Amid West Bank evictions, Netanyahu vows new settlement

AMONA, West Bank -- Israel’s prime minister has vowed to build a new West Bank settlement “as soon as possible” following the court-ordered demolition of an illegally built settler outpost.

Benjamin Netanyahu spoke as Israeli forces were completing theevacuation of the Amona outpost on Thursday.

Israeli police broke into a synagogue where about 200 Israeli protesters had barricaded themselves in Amona, as authorities sought to complete the court-ordered evacuation of the unauthorized settlement that began Wednesday.

Several hundred Israeli forces surrounded the synagogue, and officers wearing goggles and wielding plastic shields broke through the doors and sprayed water to push back defiant protesters.

The police later began dragging young protesters out of the building.

An Israeli policeman carries a young Israeli settler on the second day of an operation to evict the hardline occupants and their supporters from the West Bank settler outpost of Amona Feb. 2, 2017, after the High Court determined the homes were built on private Palestinian land.

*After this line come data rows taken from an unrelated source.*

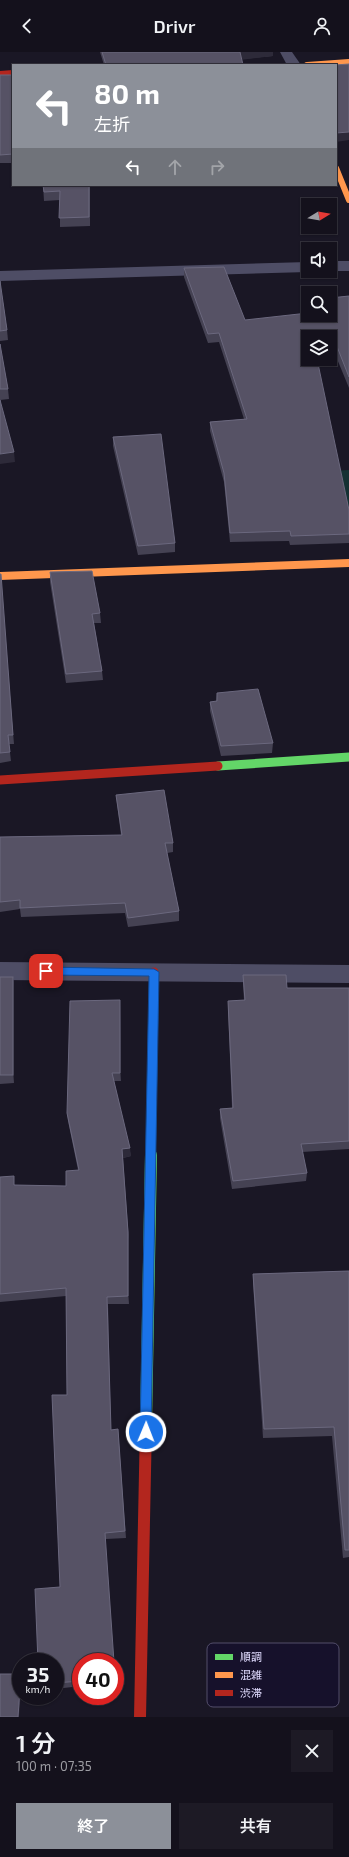 <!DOCTYPE html>
<html lang="ja">
<head>
<meta charset="utf-8">
<style>
  :root { --surface:#14111c; --page:#1d1a25; --text:#f1f3f6; --muted:#9d9da3; --line:#33313b; --accent:#8c9099 }
  body { margin:0; font-family:"Exo 2","Noto Sans JP",sans-serif; background:var(--page); color:var(--text); height:100vh; display:flex; flex-direction:column; font-size:15px; white-space:nowrap }
  * { box-sizing:border-box; margin:0 }
  p { font-size:13px; color:var(--muted) }
  .icon { flex:none; width:22px; height:22px; fill:none; stroke:currentColor; stroke-width:2; stroke-linecap:round; stroke-linejoin:round }
  .map { position:relative; height:1665px; overflow:hidden }
  .sheet { display:flex; flex-direction:column; background:var(--surface); flex:1 }
  .sheet>* { flex:none }
  .banner { position:absolute; left:12px; top:12px; width:325px; height:122px; border-radius:0px; box-shadow:0 1px 3px #0004,0 0 0 1px var(--line); background:#8c9099; color:#fff; overflow:hidden }
  .needle { width:26px; rotate:79deg }
  .fabs { position:absolute; left:301px; top:146px; display:grid; gap:8px }
  .fabs a { display:grid; place-items:center; width:36px; height:36px; border-radius:0px; background:var(--surface); box-shadow:0 1px 3px #0004,0 0 0 1px var(--line); font-size:20px }
  .speed { position:absolute; left:12px; top:1601px; display:flex; gap:8px; font-size:20px; font-weight:700; text-align:center }
  .speed>* { display:grid; place-content:center; width:52px; height:52px; border-radius:50%; background:var(--surface); box-shadow:0 1px 3px #0004,0 0 0 1px var(--line); line-height:1 }
  .speed small { font-size:10px; font-weight:400 }
  .speed .limit { border:6px solid #d22; background:#fff; color:#111 }
  .pin { position:absolute; display:grid; place-items:center; width:34px; height:34px; color:#fff; margin:-17px; border-radius:8px; box-shadow:0 2px 6px #0006 }
  .me { position:absolute; width:44px; margin:-22px; rotate:1deg; stroke-linejoin:round; filter:drop-shadow(0 0 3px #0008) }
  .turn { display:flex; align-items:center; gap:14px; height:84px; padding:0 16px; font-size:18px }
  .turn .icon { width:52px; height:52px; stroke-width:2.5 }
  .turn b { display:block; font-size:28px; line-height:34px }
  .lanes { display:flex; align-items:center; height:38px; padding:0 16px; background:#0003; justify-content:center; gap:20px; direction:ltr }
  .lanes .off { opacity:.35 }
  .round { display:grid; place-items:center; flex:none; width:42px; height:42px; border-radius:0px; background:var(--page) }
  .overview { display:flex; align-items:center; justify-content:space-between; height:68px; padding:0 16px }
  h1 { font-size:24px; font-weight:600; line-height:30px }
  .cta { display:flex; gap:8px; margin-top:auto; padding:8px 16px }
  .cta a { flex:1; height:46px; border-radius:0px; background:var(--accent); color:#fff; font-size:16px; font-weight:600; line-height:46px; text-align:center }
  .cta a+a { background:var(--page); color:var(--text) }
  header { display:flex; justify-content:space-between; align-items:center; height:52px; padding:0 16px; background:var(--surface); font-size:18px; font-weight:600 }
  .map>svg:first-child { display:block }
  .green { fill:#153133 }
  .lines { fill:none; stroke-linecap:round; stroke-linejoin:round }
  .street { fill:#4e4d65; fill-rule:evenodd }
  .fast-far1 { stroke:#63d668; stroke-width:9 }
  .fast { stroke:#63d668; stroke-width:12 }
  .slow-far1 { stroke:#ff974d; stroke-width:6 }
  .slow { stroke:#ff974d; stroke-width:8 }
  .jam-far2 { stroke:#b3261e; stroke-width:6 }
  .jam-far1 { stroke:#b3261e; stroke-width:9 }
  .jam { stroke:#b3261e; stroke-width:12 }
  .wall { fill:#454253 }
  .shaded-wall { fill:#2d2a39 }
  .building { fill:#565265; stroke:#6b687e }
  .route { fill:#1a73e8; stroke:#114b97 }
  .key { fill:#16112b; stroke:#534e6b; stroke-width:1 }
  .key-label { font-size:11px; fill:#e1dcff }
</style>
</head>
<body>
<header><svg class="icon" aria-label="back" viewBox="0 0 24 24"><path d="M15 5l-7 7 7 7"/></svg>Drivr<svg class="icon" aria-label="person" viewBox="0 0 24 24"><circle cx="12" cy="8" r="4"/><path d="M4 21q1-7 8-7t8 7"/></svg></header>
<div class="map">
<svg width="349" height="1665" viewBox="0 0 349 1665">
  <rect width="100%" height="100%" fill="#1a1725"/>
  <path class="green" d="M349,418V456L330,419Z"/>
  <g class="lines">
    <g class="street">
      <path d="M280,0H292L301,13H287Z"/>
      <rect x="330" y="209" width="19" height="10"/>
      <path d="M308,210V219H310L308,220L0,229V219Z"/>
      <path d="M0,910L349,913V931L0,928Z"/>
    </g>
    <g class="fast-far1">
      <path d="M218,714L349,705"/>
      <path d="M151,1104L152,1050"/>
    </g>
    <path class="fast" d="M146,1371L151,1103"/>
    <g class="slow-far1">
      <path d="M307,13L349,10"/>
      <path d="M336,116L349,148"/>
    </g>
    <path class="slow" d="M0,524L349,511"/>
    <path class="jam-far2" d="M0,22L13,21"/>
    <g class="jam-far1">
      <path d="M0,728L218,714"/>
      <path d="M152,1050L154,920"/>
    </g>
    <path class="jam" d="M140,1665L146,1371"/>
  </g>
  <g class="wall">
    <path d="M100,0H273V4L242,7L243,13H104Z"/>
    <rect x="0" y="23" width="13" height="88"/>
    <path d="M43,133H90V174L60,175V148L44,149Z"/>
    <path d="M184,216L245,268L330,263V246L349,244V336L335,302L330,303V285H308L349,458V491L290,493L289,489L230,490L224,430L210,379V370L244,367L219,290L208,291L184,225Z"/>
    <path d="M0,229L7,278L8,288L0,289Z"/>
    <path d="M0,292L8,337L9,347L0,348Z"/>
    <path d="M113,385L175,491V500L138,503L113,394Z"/>
    <path d="M50,520L100,561L101,571H94L102,619L103,628L66,631L50,530Z"/>
    <path d="M0,522L14,692H9L11,709L0,711Z"/>
    <path d="M217,641L273,691L272,701L221,704L210,659V650L216,649Z"/>
    <path d="M116,743L173,791V800L167,801L179,859V869L128,875L125,861L21,865L20,857L0,860V785L121,783L117,752Z"/>
    <path d="M243,923L287,936H349V1097L302,1100L307,1121L306,1129L232,1137L220,1066V1057L232,1056L228,957V949L244,948L243,932Z"/>
    <path d="M0,925H13L14,934V1031L0,1032Z"/>
    <path d="M120,948L121,1029H114L131,1104L123,1106L129,1188V1252H108L111,1378L118,1377L126,1486L106,1487L81,1610V1634L55,1637V1610L60,1535L67,1343L66,1244L0,1250V1125L15,1133L66,1134L78,1118L68,1069L67,1061Z"/>
    <path d="M349,1219V1505L343,1506L332,1384L263,1386L253,1231V1222Z"/>
  </g>
  <g class="shaded-wall">
    <path d="M240,0H273V4L240,8Z"/>
    <path d="M349,80V88L336,90V81Z"/>
    <path d="M336,292L335,302L330,303V294Z"/>
    <path d="M14,400L15,410L0,412V402Z"/>
    <path d="M13,925L14,934V1031L13,1023Z"/>
    <path d="M120,948V957L121,1029L120,1021Z"/>
    <path d="M130,1096L131,1104L123,1106L122,1097Z"/>
    <path d="M128,1180L129,1188V1252L128,1244Z"/>
    <path d="M107,1245L108,1252L111,1385V1378Z"/>
    <path d="M21,1622V1639L19,1665H18Z"/>
  </g>
  <g class="building">
    <path d="M102,0H240L243,13H106Z"/>
    <path d="M349,12V80L336,81V13H335Z"/>
    <path d="M0,23H13V102L0,103Z"/>
    <path d="M43,133H89V165L59,166L60,139L44,140Z"/>
    <path d="M224,215L245,268L308,261V263H330V259H331L330,256V246L349,244V325L336,292L330,294V285H308V307H317L349,458V482L291,484L290,479L230,481L224,421L210,370L247,367L219,281L208,282L184,216Z"/>
    <path d="M0,229L7,278L0,279Z"/>
    <path d="M0,292L8,337H0Z"/>
    <path d="M0,348L14,400L0,402Z"/>
    <path d="M161,382L175,491L138,494L113,385Z"/>
    <path d="M92,519L100,561L92,562L102,619L66,622L50,520Z"/>
    <path d="M0,522H1L13,683H8L10,700L0,701Z"/>
    <path d="M258,637L273,691L221,694L210,650L217,649V641Z"/>
    <path d="M164,738L173,791H165L179,859L128,866L125,851L20,856V848L0,850V785L122,783L116,743Z"/>
    <path d="M243,923H286L287,936H349V1089L301,1092L307,1121L233,1129L220,1057L233,1056L228,949L245,948Z"/>
    <rect x="0" y="925" width="13" height="98"/>
    <path d="M120,948V1021H112L130,1096L122,1097L128,1180V1244L107,1245L111,1378L118,1377L125,1479L105,1481L114,1610H81V1629L55,1631V1610H38L35,1537L60,1535L52,1343H67L66,1236L0,1242V1125L14,1124V1133L66,1134V1119L79,1118L67,1061L70,949Z"/>
    <path d="M349,1219V1498H345L334,1375L264,1377L253,1222Z"/>
    <path d="M0,1622H21L18,1665H0Z"/>
  </g>
  <path class="route" d="M46,915L154,917L159,920L151,1380L150,1384L146,1386L142,1384L140,1380L149,924L46,923L42,919Z"/>
  <rect x="207" y="1591" width="132" height="64" rx="6" class="key"/>
  <rect x="215" y="1602" width="18" height="6" fill="#63d668"/>
  <rect x="215" y="1620" width="18" height="6" fill="#ff974d"/>
  <rect x="215" y="1638" width="18" height="6" fill="#b3261e"/>
  <g class="key-label">
    <text x="240" y="1609">順調</text>
    <text x="240" y="1627">混雑</text>
    <text x="240" y="1645">渋滞</text>
  </g>
</svg>
<div class="fabs">
<a><svg class="needle" viewBox="-14 -14 28 28"><path d="M0-13l5 13h-10z" fill="#e53935"/><path d="M0 13l5-13h-10z" fill="#9d9da3"/></svg></a>
<a><svg class="icon" aria-label="sound" viewBox="0 0 24 24"><path d="M4 9h4l5-4v14l-5-4H4zM17 9q2 3 0 6"/></svg></a>
<a><svg class="icon" aria-label="search" viewBox="0 0 24 24"><circle cx="10" cy="10" r="6"/><path d="M15 15l6 6"/></svg></a>
<a><svg class="icon" aria-label="layers" viewBox="0 0 24 24"><path d="M12 4l9 5-9 5-9-5zM3 14l9 5 9-5"/></svg></a>
</div>
<div class="speed"><div>35<small>km/h</small></div><div class="limit">40</div></div>
<div class="pin" style="left:46px;top:919px;background:#d93025"><svg class="icon" aria-label="arrive" viewBox="0 0 24 24"><path d="M6 21V4h12l-3 4 3 4H6"/></svg></div>
<svg class="me" style="left:146px;top:1380px" viewBox="-20 -20 40 40"><circle r="17" fill="#1a73e8" stroke="#fff" stroke-width="3"/><path d="M0-11L8 9 0 5-8 9z" fill="#fff"/></svg>
<div class="banner">
<div class="turn"><svg class="icon" aria-label="left" viewBox="0 0 24 24"><path d="M17 20v-9H6M10 6l-5 5 5 5"/></svg><div><b>80 m</b>左折</div></div>
<div class="lanes"><svg class="icon" aria-label="left" viewBox="0 0 24 24"><path d="M17 20v-9H6M10 6l-5 5 5 5"/></svg><svg class="icon off" aria-label="ahead" viewBox="0 0 24 24"><path d="M12 20V5M6 11l6-6 6 6"/></svg><svg class="icon off" aria-label="right" viewBox="0 0 24 24"><path d="M7 20v-9h11M14 6l5 5-5 5"/></svg></div>
</div>
</div>
<section class="sheet">
<div class="overview"><div><h1>1 分</h1><p>100 m · 07:35</p></div><a class="round"><svg class="icon" aria-label="close" viewBox="0 0 24 24"><path d="M6 6l12 12M18 6L6 18"/></svg></a></div>
<div class="cta"><a>終了</a><a>共有</a></div>
</section>
</body>
</html> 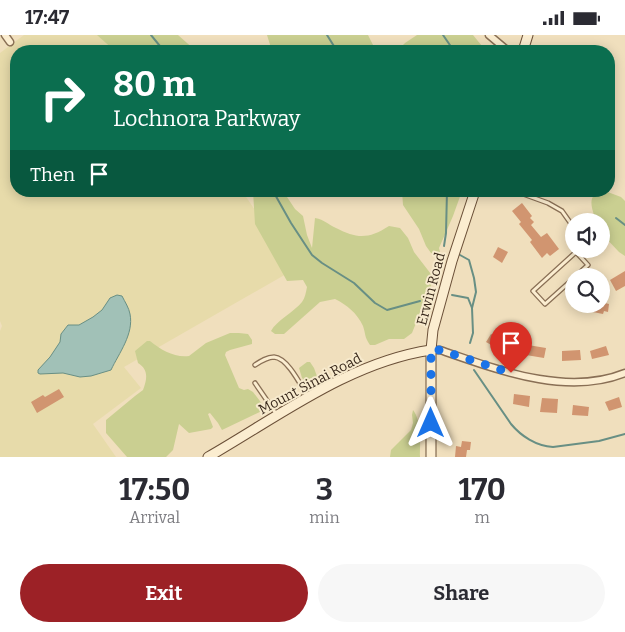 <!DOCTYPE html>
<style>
body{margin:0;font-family:Bitter,serif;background:#f7f7f7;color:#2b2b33;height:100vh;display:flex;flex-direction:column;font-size:19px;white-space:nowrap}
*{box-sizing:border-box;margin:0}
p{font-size:16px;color:#7c7c81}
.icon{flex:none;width:28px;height:28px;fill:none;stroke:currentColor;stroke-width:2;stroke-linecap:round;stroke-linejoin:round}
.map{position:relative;height:422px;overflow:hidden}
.drawer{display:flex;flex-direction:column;background:#fff;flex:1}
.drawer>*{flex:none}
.hud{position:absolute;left:10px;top:10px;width:605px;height:152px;border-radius:20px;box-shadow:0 2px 12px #0003;background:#0b6e4f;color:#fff;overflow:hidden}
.controls{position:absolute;left:565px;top:178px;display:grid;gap:10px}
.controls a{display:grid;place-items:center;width:45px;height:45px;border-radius:50%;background:#fff;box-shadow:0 2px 12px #0003;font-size:25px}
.pin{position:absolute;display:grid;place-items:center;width:42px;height:42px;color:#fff;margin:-51px -21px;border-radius:50% 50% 50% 0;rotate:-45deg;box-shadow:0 0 5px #0007}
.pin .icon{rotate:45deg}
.me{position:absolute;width:55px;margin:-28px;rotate:0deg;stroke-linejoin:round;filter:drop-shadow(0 0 4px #0008)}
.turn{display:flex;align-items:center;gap:18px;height:105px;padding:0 20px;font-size:22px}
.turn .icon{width:65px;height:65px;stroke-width:2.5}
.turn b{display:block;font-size:35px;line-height:42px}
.then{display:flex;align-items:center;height:48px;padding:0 20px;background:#0003;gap:10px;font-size:19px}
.eta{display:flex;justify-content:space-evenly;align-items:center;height:85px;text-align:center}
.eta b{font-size:30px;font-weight:700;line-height:35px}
.cta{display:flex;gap:10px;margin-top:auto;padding:10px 20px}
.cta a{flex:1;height:58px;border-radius:30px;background:#9c2126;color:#fff;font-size:20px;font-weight:700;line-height:58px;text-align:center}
.cta a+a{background:#f7f7f7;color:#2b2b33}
.status{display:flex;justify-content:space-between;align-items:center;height:35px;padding:0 25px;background:#fff;direction:ltr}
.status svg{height:14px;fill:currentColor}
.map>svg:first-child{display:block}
</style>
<div class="status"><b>17:47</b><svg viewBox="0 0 49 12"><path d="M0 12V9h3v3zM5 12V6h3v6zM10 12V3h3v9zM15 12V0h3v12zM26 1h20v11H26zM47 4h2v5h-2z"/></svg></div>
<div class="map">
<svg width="625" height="422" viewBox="0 0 625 422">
<rect width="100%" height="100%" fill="#f0dfbd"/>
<path fill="#e7dbaa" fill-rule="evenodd" d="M24,0H137L148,16H16V156H242L295,234L124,332L141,353L93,389L116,422H0V296L2,291L0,286V18ZM110,263L115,328L111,335L91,341L80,342L63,338L54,337L38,335L50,322L60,307L61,299L68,290H79L93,282L102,275Z"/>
<g fill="#cacf91">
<path d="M97,0H178L196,16H115Z"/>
<path d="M267,0H368L373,10L379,16H272Z"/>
<path d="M417,0H473L486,16H397L405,8Z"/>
<path d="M253,156H283L295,174L303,181L307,200L312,213L315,183C325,185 327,189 336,193C357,204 369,204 389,191L400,193L408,203L414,217L434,243L412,298L404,304H389L375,310H370C364,301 366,300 363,291C357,278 347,270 335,264L320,267L284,299H275L271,296C276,286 294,277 302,267C305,263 306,257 307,252L303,245L287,246L255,189Z"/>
<path d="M402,156H462L453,181L439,213L440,217L436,220L431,218L426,211L419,194L403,170Z"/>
<path d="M605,156L621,162L625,166V221L619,217L603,200L601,197V186H596C592,173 585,158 605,156Z"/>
<path d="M230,298H239L248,299L252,305V309L230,315L226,317L225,320L239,353L244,355L248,354L253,357L266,374L222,395L218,388L210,378L208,379L213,392L211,394L189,398L179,389L173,415L166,422H127L106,398V385L135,361L143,355C147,344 149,335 138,328L135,316L147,306H150C161,315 175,323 189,321L206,308Z"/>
<path d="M307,327H310L314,333L318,344L308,349L302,343L299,333Z"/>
<path d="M413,375C422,387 420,407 420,422H390L391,415L411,395L413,388L412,380Z"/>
</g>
<path fill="#a1c1b7" stroke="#688f84" d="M117,260L122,261C125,267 129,273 130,279C134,299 119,318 111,335L91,341L80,342L63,338L40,339L38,338V335L50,322L60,307L61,299L68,290H79L93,282L102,275L110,263Z"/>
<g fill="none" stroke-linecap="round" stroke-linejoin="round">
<g stroke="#688f84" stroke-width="2">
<path d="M151,0L164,16"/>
<path d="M327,0L337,16"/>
<path d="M443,0L454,16"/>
<path d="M273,156L291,188L312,220L322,228L354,248L375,268L387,275L420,266"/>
<path d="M616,183L625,190"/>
<path d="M444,211L446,198L447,156"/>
<path d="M460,220L469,225L474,243L476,257L472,273L473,298L470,308"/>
<path d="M452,260L468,263L472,273"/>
<path d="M474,335L511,389C521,401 536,411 553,412L599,406L625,399"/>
</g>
</g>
<g fill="#d19570">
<path d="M522,168L532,181L530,183L534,187L531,190L541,202L547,198L559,214L550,221L547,218L542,223L530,207L532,205L519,189L521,187L512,176Z"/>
<path d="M498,212L508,217L502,228L493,222Z"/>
<path d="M625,236V251L616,256L610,245Z"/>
<path d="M601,267L609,269L608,277L604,276L603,279L593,277L595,269H601Z"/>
<path d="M491,299L505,306L500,315L486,307Z"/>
<path d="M528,310L546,313L544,323L526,320Z"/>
<path d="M606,311L609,320L592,324L590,316Z"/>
<path d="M580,315L581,325L562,326V316Z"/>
<path d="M59,354L64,362L37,378L31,367L43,360L45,362Z"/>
<path d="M514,359L530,361L529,372L513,369Z"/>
<path d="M619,362L622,372L609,376L605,367Z"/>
<path d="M542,363L558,364L557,378L540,377Z"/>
<path d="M573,370L589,372L588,381L572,380Z"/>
<path d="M462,406L471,407L470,415H467L466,422H455L456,411L461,412Z"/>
</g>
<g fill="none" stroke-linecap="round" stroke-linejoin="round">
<defs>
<g id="lane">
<path d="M515,156L548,168L562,176L574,193"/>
<path d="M576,241L588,230L576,217V214"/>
<path d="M574,243L545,269L533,256L576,217"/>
<path d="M255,330C261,326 267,322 274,322C288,323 301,351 308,362"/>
<path d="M255,348L277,380"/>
</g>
<g id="street">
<path d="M5,0L10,7"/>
<path d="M489,0L508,16"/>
<path d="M431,315H440C496,334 566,362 625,338"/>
</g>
<g id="secondary">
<path d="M523,16L528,0"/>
<path d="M208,422C278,382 349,327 431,315"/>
<path d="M431,422V315L433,295L452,226L475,156"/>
</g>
</defs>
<use href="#lane" stroke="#896f55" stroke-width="5.5"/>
<use href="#street" stroke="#896f55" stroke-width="9"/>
<use href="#secondary" stroke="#6b5038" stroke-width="11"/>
<use href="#lane" stroke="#fbedd0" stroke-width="3"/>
<use href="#street" stroke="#fbedd0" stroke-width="6"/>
<use href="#secondary" stroke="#fbedd0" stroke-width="9"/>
</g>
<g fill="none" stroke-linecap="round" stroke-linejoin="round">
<path stroke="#1a73e8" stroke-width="9" stroke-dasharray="0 16.2" d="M431,388V315H440L511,338"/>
</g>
<g text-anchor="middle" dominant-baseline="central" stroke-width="4" stroke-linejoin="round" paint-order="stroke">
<g font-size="14" fill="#38281b" stroke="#f7eacd">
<text transform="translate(431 254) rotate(-75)">Erwin Road</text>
<text transform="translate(310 349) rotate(-28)">Mount Sinai Road</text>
</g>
</g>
</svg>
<div class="controls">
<a><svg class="icon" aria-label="sound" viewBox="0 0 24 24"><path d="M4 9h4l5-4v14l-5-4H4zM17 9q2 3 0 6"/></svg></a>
<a><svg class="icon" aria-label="search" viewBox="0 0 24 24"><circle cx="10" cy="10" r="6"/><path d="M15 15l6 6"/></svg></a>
</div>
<div class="pin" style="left:511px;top:338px;background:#d93025"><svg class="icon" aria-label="arrive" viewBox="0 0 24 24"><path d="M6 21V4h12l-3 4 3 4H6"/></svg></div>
<svg class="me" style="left:431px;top:388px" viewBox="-20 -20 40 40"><path d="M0-17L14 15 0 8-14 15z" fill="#1a73e8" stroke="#fff" stroke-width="4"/></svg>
<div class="hud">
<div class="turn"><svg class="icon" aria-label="right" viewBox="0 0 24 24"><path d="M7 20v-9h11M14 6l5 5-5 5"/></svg><div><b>80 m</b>Lochnora Parkway</div></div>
<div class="then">Then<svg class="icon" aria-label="arrive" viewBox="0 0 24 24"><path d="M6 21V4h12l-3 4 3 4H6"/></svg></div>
</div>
</div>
<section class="drawer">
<div class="eta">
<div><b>17:50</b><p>Arrival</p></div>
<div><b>3</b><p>min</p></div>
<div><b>170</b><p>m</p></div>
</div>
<div class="cta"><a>Exit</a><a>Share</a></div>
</section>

Getty

Police said protesters had lightly injured at least 24 officers throughout the evacuation, and 13 young protesters were arrested.

A symbol of settler defiance, Amona was the largest of about 100 unauthorized outposts erected in the West Bank without formal permission but with tacit Israeli government support.

Netanyahu’s government, dominated by settler allies, tried to block the evacuation but was overruled by the country’s Supreme Court, which determined that Amona was built two decades ago on private Palestinian land.

Netanyahu described the uprooting of Amona as difficult and assured those attending a ceremony in the West Bank settlement of Ariel that “we will establish a new settlement on state land.”

“We will act so that it happens as soon as possible,” Netanyahu said. He did not say when or where the settlement would be established.

Republican presidential nominee Donald Trump meets Israeli Prime Minister Benjamin Netanyahu in New York City September 25, 2016. Trump campaign photo

The election of Donald Trump, who has promised to be far more supportive of Israel than his predecessor, has emboldened Israel’s settlement movement. His campaign platform made no mention of a Palestinian state, a cornerstone of two decades of international diplomacy in the region, and he has signaled that he will be far more tolerant of Israeli settlement construction.

Mr. Trump’s pick to be the next U.S. ambassador to Israel, New York lawyer David Friedman, is a supporter of Jewish settlement expansion. Mr. Trump’s choice of Friedman was blasted as “reckless” by some liberal Jewish groups, and decried by Palestinians.

Impact of moving U.S. Embassy from Tel Aviv to Jerusalem

Mr. Trump has also drawn outcry from Palestinian leaders with a campaign trail promise to move the U.S. embassy in Israel from Tel Aviv to the contested city of Jerusalem, which both Israel and the Palestinians claim as their rightful capital.  

While readying to evacuate Amona, Israel announced plans to build 3,000 homes in the West Bank late Tuesday. The Palestinians claim the territory along with east Jerusalem and the Gaza Strip, captured by Israel in the 1967 Mideast war, as parts of a future independent state -- a position that has wide international backing.

CBS Radio News correspondent Robert Berger reports that Israel curbed settlement construction under pressure from former President Obama, who saw the settlements as an obstacle to peace. Israel has announced plans to build more than 6,000 homes in West Bank settlements since President Trump took office.